── MATERIAL PROVIDED ──
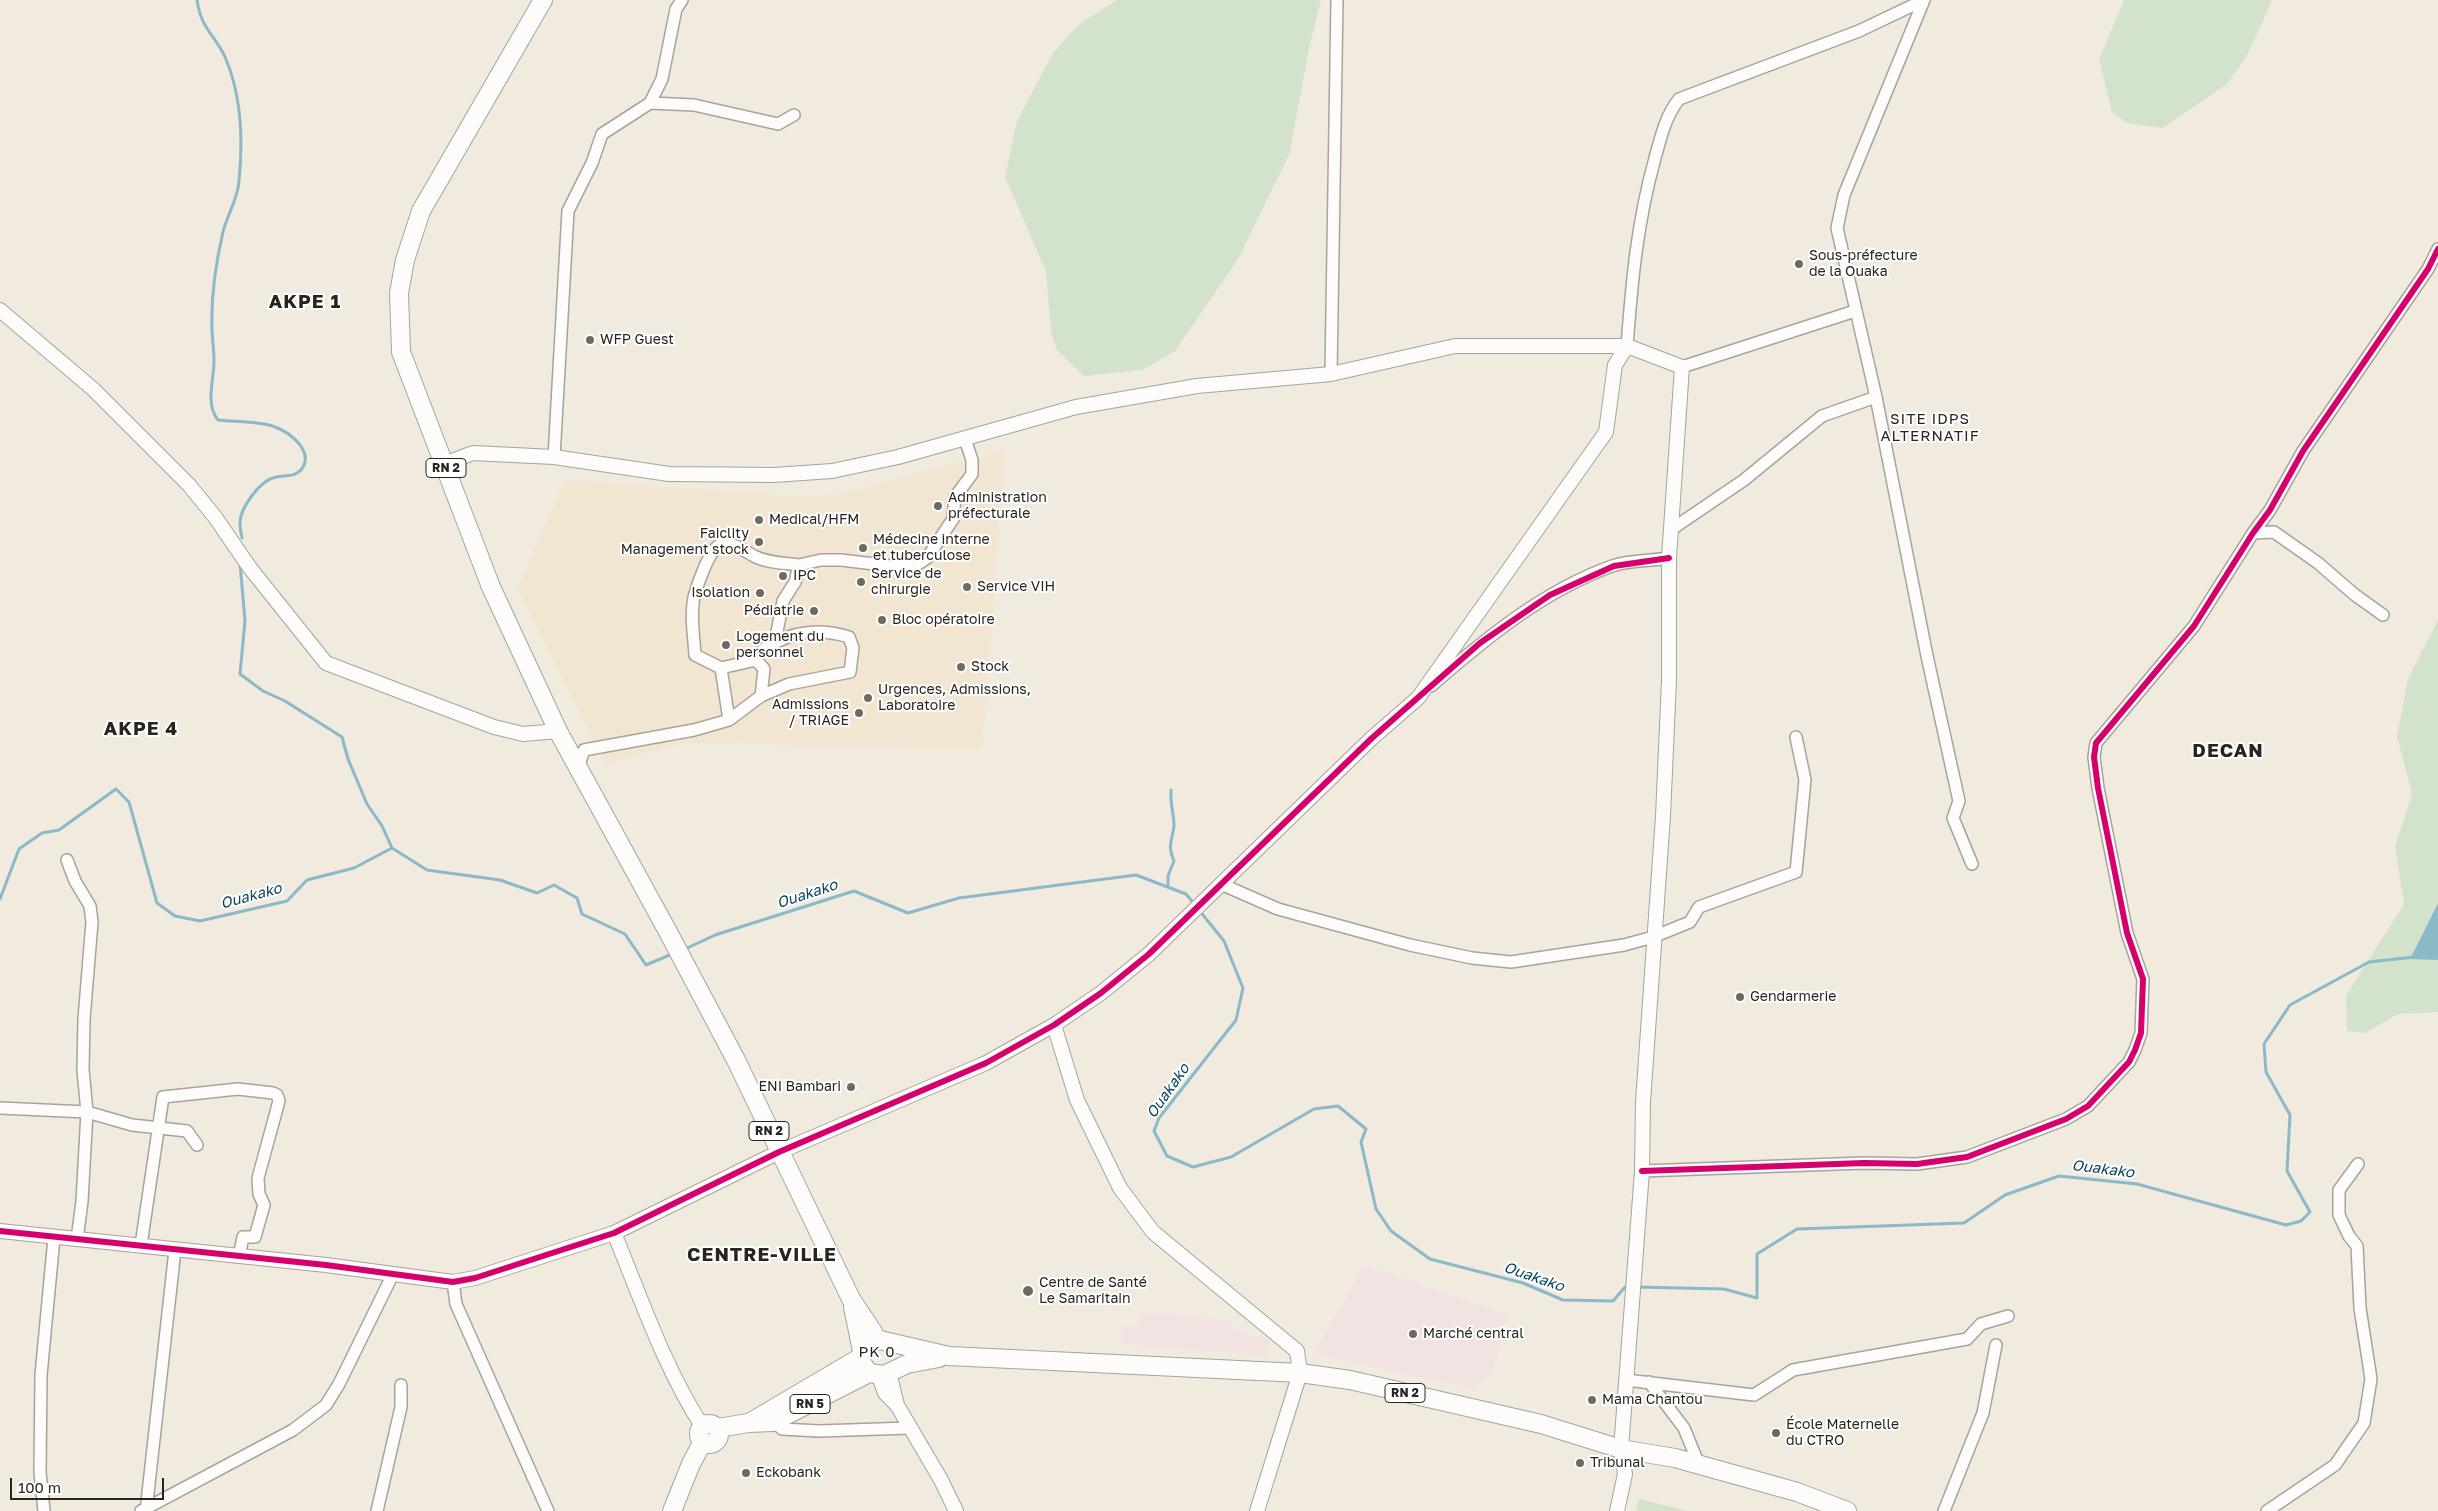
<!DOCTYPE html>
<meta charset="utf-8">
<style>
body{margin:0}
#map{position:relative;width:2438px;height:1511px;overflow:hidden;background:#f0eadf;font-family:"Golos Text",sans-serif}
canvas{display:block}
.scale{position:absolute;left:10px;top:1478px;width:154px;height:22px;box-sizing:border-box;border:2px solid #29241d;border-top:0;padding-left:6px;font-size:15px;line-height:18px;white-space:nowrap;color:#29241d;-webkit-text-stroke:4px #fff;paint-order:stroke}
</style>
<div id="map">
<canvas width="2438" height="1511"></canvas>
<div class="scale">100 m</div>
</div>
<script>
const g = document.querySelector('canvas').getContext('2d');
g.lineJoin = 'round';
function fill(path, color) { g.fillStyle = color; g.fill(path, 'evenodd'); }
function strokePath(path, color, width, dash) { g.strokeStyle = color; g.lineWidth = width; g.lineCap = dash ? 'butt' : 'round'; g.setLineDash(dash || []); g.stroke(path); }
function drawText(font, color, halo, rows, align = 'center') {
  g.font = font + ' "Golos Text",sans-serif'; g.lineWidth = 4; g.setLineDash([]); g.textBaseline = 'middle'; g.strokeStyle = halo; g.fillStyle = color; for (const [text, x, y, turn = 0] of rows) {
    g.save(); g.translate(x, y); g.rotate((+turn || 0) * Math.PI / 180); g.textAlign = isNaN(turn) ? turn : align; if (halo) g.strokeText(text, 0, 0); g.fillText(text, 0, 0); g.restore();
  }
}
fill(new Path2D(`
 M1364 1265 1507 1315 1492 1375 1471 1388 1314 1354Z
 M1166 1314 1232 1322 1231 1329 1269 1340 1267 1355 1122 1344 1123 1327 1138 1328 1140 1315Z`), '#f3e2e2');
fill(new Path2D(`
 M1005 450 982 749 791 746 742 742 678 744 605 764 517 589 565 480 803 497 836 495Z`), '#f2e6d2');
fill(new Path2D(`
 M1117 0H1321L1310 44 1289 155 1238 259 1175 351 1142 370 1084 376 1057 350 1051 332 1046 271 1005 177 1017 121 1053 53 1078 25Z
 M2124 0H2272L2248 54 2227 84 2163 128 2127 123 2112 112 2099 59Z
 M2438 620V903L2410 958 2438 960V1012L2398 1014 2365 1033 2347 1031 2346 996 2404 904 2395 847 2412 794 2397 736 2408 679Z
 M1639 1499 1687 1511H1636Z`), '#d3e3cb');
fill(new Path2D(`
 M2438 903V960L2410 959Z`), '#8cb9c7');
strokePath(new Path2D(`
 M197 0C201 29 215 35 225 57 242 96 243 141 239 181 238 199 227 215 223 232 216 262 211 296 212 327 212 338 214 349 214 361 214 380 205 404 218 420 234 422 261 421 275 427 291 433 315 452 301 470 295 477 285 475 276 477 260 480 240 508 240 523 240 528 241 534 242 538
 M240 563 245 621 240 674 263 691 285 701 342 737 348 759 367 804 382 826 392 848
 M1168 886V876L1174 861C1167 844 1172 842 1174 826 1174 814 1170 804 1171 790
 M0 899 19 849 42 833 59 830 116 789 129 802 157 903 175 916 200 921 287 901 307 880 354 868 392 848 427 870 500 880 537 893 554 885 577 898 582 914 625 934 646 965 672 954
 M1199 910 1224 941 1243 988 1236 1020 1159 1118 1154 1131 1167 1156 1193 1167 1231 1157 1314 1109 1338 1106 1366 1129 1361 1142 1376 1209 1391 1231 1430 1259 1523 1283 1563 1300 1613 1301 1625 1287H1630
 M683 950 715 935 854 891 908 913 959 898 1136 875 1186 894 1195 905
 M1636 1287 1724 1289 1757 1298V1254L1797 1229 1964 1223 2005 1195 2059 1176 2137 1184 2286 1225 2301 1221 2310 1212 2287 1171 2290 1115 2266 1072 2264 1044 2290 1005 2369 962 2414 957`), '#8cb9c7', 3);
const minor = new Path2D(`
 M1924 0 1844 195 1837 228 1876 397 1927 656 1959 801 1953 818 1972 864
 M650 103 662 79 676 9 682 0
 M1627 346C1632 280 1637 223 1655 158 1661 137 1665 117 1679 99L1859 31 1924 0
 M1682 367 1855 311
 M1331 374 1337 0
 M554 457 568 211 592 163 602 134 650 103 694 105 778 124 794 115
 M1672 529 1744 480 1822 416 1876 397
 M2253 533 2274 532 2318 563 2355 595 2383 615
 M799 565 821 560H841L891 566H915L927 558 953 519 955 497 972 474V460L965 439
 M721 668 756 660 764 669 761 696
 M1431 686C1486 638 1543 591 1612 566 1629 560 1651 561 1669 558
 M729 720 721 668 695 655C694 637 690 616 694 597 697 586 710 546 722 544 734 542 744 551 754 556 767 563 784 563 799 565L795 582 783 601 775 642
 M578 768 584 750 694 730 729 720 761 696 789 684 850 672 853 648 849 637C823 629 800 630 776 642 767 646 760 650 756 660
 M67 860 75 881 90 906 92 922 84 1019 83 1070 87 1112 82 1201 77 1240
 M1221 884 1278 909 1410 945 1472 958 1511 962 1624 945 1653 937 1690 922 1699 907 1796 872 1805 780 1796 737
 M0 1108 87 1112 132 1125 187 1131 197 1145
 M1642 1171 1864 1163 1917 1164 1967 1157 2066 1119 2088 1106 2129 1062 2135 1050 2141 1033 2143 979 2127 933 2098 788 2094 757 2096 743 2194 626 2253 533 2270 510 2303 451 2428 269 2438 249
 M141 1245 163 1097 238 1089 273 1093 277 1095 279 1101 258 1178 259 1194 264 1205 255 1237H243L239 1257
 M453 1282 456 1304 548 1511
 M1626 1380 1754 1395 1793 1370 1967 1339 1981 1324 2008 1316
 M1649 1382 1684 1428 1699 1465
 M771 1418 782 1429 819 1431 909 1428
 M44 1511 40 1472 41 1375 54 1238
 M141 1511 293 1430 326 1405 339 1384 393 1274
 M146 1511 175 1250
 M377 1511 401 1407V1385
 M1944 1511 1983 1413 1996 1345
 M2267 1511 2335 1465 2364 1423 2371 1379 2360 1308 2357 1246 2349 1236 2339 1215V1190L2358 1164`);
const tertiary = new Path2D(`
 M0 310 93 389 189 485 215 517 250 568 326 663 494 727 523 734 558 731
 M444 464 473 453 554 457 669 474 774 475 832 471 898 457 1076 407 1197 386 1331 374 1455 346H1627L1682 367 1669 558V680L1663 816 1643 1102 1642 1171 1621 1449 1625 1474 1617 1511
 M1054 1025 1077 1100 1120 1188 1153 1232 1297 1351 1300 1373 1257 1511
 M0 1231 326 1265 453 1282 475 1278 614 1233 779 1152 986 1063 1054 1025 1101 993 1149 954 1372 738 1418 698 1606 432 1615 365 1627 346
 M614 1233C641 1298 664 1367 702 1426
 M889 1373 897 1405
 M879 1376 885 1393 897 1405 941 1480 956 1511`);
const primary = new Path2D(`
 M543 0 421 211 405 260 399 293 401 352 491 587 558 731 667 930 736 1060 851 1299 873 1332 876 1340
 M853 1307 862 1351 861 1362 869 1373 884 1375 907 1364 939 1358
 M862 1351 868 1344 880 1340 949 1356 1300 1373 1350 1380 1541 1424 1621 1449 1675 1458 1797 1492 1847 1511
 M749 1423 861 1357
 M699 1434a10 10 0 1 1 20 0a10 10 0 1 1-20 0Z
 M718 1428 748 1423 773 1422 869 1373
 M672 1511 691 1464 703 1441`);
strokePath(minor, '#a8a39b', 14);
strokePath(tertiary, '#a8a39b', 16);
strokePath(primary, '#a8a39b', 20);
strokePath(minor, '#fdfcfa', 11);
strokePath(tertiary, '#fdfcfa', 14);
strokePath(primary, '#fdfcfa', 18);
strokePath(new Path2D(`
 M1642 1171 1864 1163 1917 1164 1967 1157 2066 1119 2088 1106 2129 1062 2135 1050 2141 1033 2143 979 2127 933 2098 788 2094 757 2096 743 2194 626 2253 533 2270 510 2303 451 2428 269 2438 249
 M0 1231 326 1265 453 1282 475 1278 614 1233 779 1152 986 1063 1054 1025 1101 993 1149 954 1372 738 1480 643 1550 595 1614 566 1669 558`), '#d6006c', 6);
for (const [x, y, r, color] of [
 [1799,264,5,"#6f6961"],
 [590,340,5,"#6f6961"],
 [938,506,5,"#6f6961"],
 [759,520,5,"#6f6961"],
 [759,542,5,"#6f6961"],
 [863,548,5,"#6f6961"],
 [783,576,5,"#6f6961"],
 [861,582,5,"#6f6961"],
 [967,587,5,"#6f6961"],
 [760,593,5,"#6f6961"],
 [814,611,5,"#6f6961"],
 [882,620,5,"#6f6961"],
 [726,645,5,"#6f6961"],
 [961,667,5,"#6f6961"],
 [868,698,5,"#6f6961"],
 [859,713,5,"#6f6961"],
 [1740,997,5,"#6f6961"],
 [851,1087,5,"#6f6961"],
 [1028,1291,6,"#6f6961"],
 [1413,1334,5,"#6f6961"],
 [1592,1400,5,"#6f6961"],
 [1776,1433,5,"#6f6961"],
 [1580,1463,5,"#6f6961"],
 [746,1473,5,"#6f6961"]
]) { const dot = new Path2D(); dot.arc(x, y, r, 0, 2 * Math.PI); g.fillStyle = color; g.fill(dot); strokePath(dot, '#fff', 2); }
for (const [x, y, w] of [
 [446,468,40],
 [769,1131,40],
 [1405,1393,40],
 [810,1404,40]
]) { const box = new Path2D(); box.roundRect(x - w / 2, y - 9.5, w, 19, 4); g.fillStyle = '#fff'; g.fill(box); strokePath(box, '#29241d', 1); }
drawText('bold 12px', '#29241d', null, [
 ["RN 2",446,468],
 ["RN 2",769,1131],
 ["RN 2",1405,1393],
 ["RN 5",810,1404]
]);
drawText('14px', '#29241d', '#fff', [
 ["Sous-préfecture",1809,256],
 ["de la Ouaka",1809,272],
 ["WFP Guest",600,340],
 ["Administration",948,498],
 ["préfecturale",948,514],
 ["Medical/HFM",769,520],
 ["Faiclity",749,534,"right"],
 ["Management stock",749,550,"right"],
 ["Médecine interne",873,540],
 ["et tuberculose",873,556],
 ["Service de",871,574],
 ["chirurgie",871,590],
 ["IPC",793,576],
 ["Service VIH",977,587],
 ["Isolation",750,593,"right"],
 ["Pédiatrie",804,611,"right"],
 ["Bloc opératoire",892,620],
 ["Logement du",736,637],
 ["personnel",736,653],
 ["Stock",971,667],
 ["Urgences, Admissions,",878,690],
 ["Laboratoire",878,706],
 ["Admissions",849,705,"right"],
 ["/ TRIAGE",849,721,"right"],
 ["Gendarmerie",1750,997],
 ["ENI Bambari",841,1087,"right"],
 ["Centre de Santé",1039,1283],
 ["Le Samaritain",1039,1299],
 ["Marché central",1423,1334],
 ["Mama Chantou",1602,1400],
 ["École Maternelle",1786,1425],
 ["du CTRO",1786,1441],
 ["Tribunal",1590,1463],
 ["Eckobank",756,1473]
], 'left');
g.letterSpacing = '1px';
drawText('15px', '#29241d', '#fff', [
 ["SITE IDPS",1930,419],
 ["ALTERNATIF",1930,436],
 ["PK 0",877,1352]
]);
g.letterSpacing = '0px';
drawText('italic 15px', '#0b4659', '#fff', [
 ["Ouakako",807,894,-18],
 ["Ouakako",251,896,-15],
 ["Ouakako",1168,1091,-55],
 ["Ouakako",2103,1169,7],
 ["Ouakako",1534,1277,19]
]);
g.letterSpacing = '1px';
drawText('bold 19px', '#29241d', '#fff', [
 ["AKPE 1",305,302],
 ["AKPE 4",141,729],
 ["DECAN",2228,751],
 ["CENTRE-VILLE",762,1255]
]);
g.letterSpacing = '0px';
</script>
───
■ TASK BRIEF
Whenever a line of the records holds the string "halo", pick it out and copy it.

■ SOLUTION TO THIS EXERCISE
function drawText(font, color, halo, rows, align = 'center') {
  g.font = font + ' "Golos Text",sans-serif'; g.lineWidth = 4; g.setLineDash([]); g.textBaseline = 'middle'; g.strokeStyle = halo; g.fillStyle = color; for (const [text, x, y, turn = 0] of rows) {
    g.save(); g.translate(x, y); g.rotate((+turn || 0) * Math.PI / 180); g.textAlign = isNaN(turn) ? turn : align; if (halo) g.strokeText(text, 0, 0); g.fillText(text, 0, 0); g.restore();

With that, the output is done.